▶ Task directions
What the task requires is an exact printout of the listing below, pictures excluded.

▶ Exercise inputs
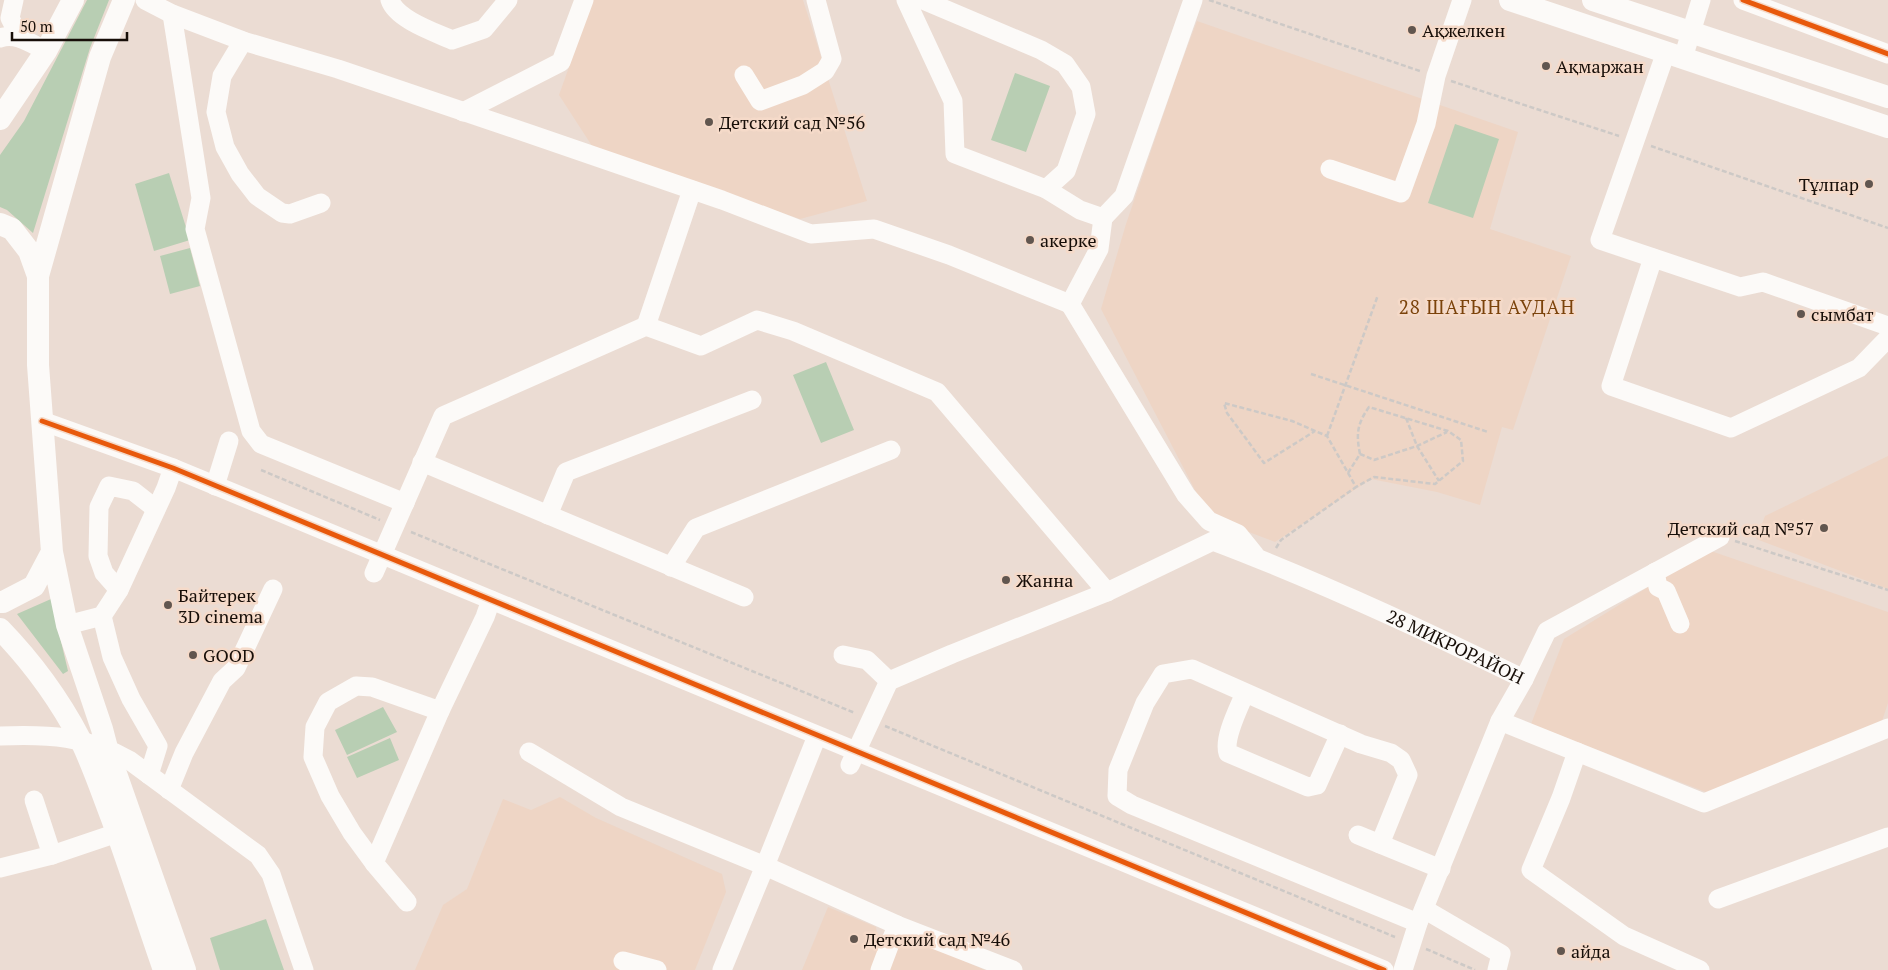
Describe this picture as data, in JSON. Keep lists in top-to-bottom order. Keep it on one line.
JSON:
{"streets":{"street":["28 МИКРОРАЙОН"]},"districts":["28 ШАҒЫН АУДАН"],"places":["Ақжелкен","Ақмаржан","Детский сад №56","Тұлпар","акерке","сымбат","Детский сад №57","Жанна","Байтерек 3D cinema","GOOD","Детский сад №46","айда"],"scale_bar":"50 m"}
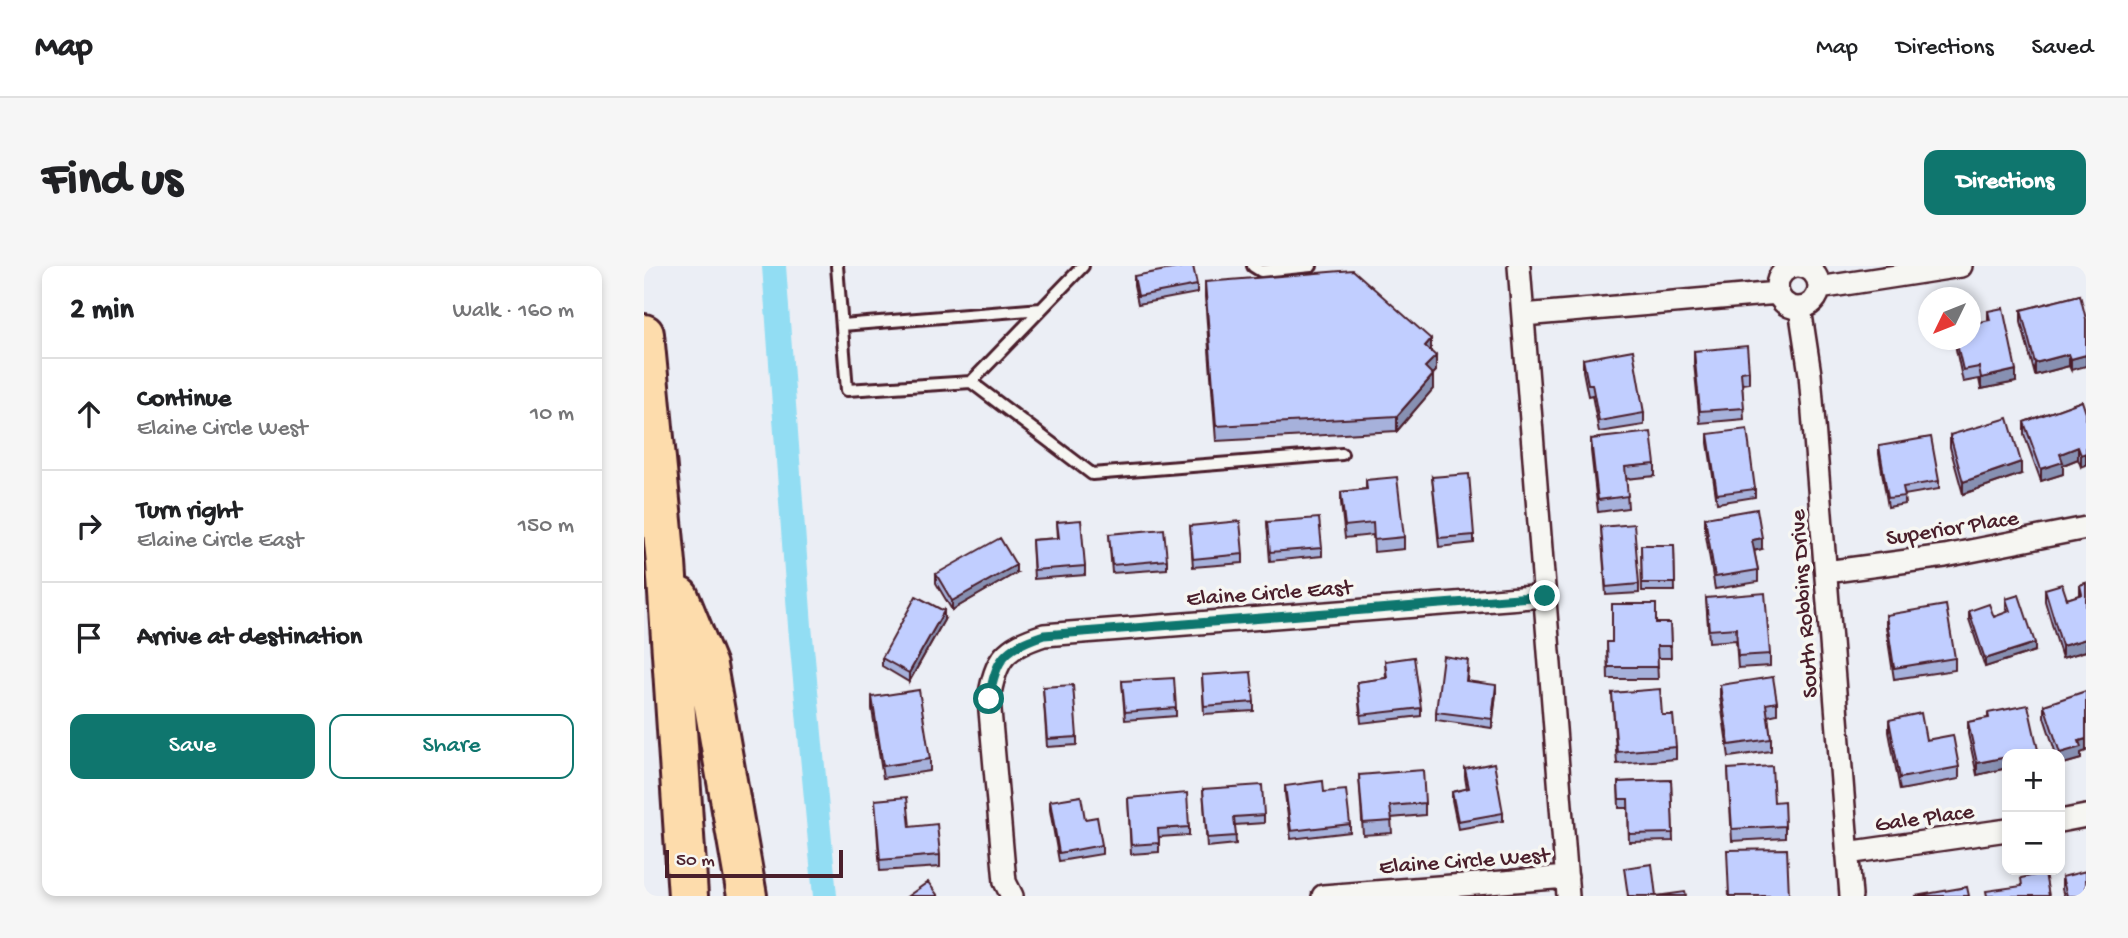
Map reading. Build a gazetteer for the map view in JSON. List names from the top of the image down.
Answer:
{
  "streets": {
    "street": [
      "Superior Place",
      "Elaine Circle East",
      "South Robbins Drive",
      "Gale Place",
      "Elaine Circle West"
    ]
  },
  "crossings": [
    ["Superior Place", "South Robbins Drive"],
    ["South Robbins Drive", "Gale Place"]
  ],
  "scale_bar": "50 m",
  "north": "bottom left",
  "page": {
    "header": "Map",
    "nav": ["Map", "Directions", "Saved"],
    "buttons": [
      "Directions",
      ["Save", "Share"]
    ],
    "title": "Find us",
    "heading": ["2 min", "Walk · 160 m"],
    "list": [
      ["Continue", "Elaine Circle West", "10 m"],
      ["Turn right", "Elaine Circle East", "150 m"],
      "Arrive at destination"
    ],
    "map_buttons": ["+", "−"],
    "scale": "50 m"
  }
}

▶ Written response
Describe this picture as data, in JSON. Keep lists in top-to-bottom order. Keep it on one line.
JSON:
{"streets":{"street":["28 МИКРОРАЙОН"]},"districts":["28 ШАҒЫН АУДАН"],"places":["Ақжелкен","Ақмаржан","Детский сад №56","Тұлпар","акерке","сымбат","Детский сад №57","Жанна","Байтерек 3D cinema","GOOD","Детский сад №46","айда"],"scale_bar":"50 m"}
Map reading. Build a gazetteer for the map view in JSON. List names from the top of the image down.
Answer:
{
  "streets": {
    "street": [
      "Superior Place",
      "Elaine Circle East",
      "South Robbins Drive",
      "Gale Place",
      "Elaine Circle West"
    ]
  },
  "crossings": [
    ["Superior Place", "South Robbins Drive"],
    ["South Robbins Drive", "Gale Place"]
  ],
  "scale_bar": "50 m",
  "north": "bottom left",
  "page": {
    "header": "Map",
    "nav": ["Map", "Directions", "Saved"],
    "buttons": [
      "Directions",
      ["Save", "Share"]
    ],
    "title": "Find us",
    "heading": ["2 min", "Walk · 160 m"],
    "list": [
      ["Continue", "Elaine Circle West", "10 m"],
      ["Turn right", "Elaine Circle East", "150 m"],
      "Arrive at destination"
    ],
    "map_buttons": ["+", "−"],
    "scale": "50 m"
  }
}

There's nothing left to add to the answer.